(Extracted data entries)
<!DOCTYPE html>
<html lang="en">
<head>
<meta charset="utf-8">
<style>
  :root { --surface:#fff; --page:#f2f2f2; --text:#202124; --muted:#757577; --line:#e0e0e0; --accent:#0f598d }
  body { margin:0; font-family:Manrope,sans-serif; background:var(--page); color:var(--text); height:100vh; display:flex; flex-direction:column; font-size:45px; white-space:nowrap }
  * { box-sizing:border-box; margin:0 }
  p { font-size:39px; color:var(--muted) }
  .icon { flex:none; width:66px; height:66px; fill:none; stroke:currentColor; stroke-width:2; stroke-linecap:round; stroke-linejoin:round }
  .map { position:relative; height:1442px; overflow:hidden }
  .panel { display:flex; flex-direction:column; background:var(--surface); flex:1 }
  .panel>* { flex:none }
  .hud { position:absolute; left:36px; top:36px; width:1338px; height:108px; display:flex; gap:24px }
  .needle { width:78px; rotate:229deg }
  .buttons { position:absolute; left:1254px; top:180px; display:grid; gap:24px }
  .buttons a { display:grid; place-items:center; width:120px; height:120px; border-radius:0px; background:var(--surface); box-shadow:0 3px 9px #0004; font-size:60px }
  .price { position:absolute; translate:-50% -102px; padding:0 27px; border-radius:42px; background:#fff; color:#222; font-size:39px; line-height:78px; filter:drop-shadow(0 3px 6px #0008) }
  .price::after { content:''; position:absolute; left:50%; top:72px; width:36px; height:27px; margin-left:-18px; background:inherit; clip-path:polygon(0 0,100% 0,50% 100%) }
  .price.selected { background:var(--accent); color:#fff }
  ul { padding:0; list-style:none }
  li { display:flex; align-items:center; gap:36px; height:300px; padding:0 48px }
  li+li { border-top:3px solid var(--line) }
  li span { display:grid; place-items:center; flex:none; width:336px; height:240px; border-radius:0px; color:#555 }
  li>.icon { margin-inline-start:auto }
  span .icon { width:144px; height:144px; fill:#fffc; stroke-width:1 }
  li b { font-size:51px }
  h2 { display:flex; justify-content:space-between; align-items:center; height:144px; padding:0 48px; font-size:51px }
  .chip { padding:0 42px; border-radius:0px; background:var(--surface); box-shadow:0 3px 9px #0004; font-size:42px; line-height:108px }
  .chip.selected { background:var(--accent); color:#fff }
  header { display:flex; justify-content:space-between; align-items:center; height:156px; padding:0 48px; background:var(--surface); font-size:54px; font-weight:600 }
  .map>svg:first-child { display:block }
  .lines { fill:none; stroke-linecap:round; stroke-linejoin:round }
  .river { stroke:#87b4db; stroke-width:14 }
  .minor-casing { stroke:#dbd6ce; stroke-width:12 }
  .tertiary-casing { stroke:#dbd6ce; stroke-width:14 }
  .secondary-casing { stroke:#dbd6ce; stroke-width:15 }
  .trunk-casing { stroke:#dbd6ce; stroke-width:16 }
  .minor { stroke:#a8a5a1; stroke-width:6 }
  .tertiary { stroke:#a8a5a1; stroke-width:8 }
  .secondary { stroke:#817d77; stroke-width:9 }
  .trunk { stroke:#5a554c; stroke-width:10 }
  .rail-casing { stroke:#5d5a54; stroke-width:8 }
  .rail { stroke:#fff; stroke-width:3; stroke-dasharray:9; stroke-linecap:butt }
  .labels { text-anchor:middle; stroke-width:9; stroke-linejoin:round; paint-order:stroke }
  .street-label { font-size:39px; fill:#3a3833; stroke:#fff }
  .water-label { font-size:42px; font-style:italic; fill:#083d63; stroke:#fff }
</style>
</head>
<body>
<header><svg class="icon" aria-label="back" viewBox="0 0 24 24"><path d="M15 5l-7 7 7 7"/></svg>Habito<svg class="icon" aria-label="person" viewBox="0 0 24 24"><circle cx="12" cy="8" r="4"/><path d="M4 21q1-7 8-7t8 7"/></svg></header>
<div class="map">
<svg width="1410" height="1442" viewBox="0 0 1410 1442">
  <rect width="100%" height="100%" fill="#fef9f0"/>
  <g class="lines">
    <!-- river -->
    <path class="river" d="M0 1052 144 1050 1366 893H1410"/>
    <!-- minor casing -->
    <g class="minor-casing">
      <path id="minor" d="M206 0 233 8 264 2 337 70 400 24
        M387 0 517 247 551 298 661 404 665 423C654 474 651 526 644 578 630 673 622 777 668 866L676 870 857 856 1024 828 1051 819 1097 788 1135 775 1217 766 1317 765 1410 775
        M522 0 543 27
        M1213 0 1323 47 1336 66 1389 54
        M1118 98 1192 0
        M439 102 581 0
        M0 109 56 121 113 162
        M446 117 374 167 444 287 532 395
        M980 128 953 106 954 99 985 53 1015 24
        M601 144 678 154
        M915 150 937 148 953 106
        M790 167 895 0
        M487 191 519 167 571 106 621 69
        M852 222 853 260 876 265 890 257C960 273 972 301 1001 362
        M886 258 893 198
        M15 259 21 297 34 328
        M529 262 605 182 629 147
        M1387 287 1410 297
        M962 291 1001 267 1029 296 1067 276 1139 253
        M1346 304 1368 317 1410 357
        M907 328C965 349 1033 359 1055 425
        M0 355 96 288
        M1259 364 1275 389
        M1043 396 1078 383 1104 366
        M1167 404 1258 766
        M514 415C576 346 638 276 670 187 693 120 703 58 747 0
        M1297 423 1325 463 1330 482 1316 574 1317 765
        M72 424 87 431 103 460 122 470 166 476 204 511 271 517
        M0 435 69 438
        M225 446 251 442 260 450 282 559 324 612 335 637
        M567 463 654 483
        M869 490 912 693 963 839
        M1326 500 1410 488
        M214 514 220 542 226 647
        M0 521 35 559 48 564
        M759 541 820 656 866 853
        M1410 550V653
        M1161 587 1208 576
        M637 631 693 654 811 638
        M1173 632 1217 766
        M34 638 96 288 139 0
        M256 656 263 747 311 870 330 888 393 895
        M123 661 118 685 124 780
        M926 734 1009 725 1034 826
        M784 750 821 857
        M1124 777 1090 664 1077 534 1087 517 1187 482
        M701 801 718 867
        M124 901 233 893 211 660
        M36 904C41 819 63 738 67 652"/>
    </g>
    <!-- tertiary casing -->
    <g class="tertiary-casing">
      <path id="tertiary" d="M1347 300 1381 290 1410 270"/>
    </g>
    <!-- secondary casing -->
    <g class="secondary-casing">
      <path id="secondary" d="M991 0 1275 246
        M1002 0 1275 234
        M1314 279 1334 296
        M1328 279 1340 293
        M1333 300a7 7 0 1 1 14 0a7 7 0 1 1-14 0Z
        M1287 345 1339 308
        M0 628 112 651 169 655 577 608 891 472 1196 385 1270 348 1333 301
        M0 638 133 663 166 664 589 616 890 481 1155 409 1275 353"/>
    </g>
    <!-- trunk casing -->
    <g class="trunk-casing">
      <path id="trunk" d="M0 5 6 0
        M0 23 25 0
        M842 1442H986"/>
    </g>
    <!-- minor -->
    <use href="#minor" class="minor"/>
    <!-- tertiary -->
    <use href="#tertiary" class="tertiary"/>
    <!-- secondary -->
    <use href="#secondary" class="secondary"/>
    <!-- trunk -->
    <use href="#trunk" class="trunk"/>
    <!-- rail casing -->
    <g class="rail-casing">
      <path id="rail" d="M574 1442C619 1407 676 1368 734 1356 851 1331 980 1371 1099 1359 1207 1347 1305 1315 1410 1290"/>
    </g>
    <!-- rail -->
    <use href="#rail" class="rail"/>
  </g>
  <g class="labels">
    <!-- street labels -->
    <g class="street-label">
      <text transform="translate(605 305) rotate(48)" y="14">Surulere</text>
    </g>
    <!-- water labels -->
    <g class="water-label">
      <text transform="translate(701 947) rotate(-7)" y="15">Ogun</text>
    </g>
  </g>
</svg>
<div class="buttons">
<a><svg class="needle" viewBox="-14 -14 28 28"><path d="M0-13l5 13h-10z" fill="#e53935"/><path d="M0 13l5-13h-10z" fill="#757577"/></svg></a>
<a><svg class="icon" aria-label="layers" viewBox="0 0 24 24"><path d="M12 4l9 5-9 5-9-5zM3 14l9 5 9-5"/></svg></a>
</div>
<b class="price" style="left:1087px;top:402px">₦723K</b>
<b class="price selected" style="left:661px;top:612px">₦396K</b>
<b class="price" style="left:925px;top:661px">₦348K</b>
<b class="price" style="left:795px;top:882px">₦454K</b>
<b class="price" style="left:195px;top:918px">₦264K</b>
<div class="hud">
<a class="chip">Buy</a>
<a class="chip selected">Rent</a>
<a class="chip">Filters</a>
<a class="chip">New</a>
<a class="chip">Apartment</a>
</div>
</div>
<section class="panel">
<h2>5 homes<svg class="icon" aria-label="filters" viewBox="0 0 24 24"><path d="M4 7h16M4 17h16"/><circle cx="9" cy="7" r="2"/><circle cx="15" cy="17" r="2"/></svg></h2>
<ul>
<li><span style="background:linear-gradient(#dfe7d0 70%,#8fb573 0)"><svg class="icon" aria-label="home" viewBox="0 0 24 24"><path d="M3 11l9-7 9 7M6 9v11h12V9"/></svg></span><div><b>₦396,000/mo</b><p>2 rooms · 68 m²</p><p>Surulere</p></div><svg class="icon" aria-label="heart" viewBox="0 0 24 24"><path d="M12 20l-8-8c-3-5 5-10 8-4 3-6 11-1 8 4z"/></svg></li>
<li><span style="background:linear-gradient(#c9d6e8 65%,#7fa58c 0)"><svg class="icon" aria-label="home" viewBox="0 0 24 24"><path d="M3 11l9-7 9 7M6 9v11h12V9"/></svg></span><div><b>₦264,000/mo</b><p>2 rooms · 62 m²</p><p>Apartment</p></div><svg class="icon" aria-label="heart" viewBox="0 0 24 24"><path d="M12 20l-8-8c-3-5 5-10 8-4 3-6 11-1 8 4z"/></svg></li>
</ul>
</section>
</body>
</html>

| The task |
Exactly as written, please reproduce the lines from the first line of the data to the line containing "position:relative; height:1442px; overflow:hidden", inclusive, and nothing else.

| Output |
<!DOCTYPE html>
<html lang="en">
<head>
<meta charset="utf-8">
<style>
  :root { --surface:#fff; --page:#f2f2f2; --text:#202124; --muted:#757577; --line:#e0e0e0; --accent:#0f598d }
  body { margin:0; font-family:Manrope,sans-serif; background:var(--page); color:var(--text); height:100vh; display:flex; flex-direction:column; font-size:45px; white-space:nowrap }
  * { box-sizing:border-box; margin:0 }
  p { font-size:39px; color:var(--muted) }
  .icon { flex:none; width:66px; height:66px; fill:none; stroke:currentColor; stroke-width:2; stroke-linecap:round; stroke-linejoin:round }
  .map { position:relative; height:1442px; overflow:hidden }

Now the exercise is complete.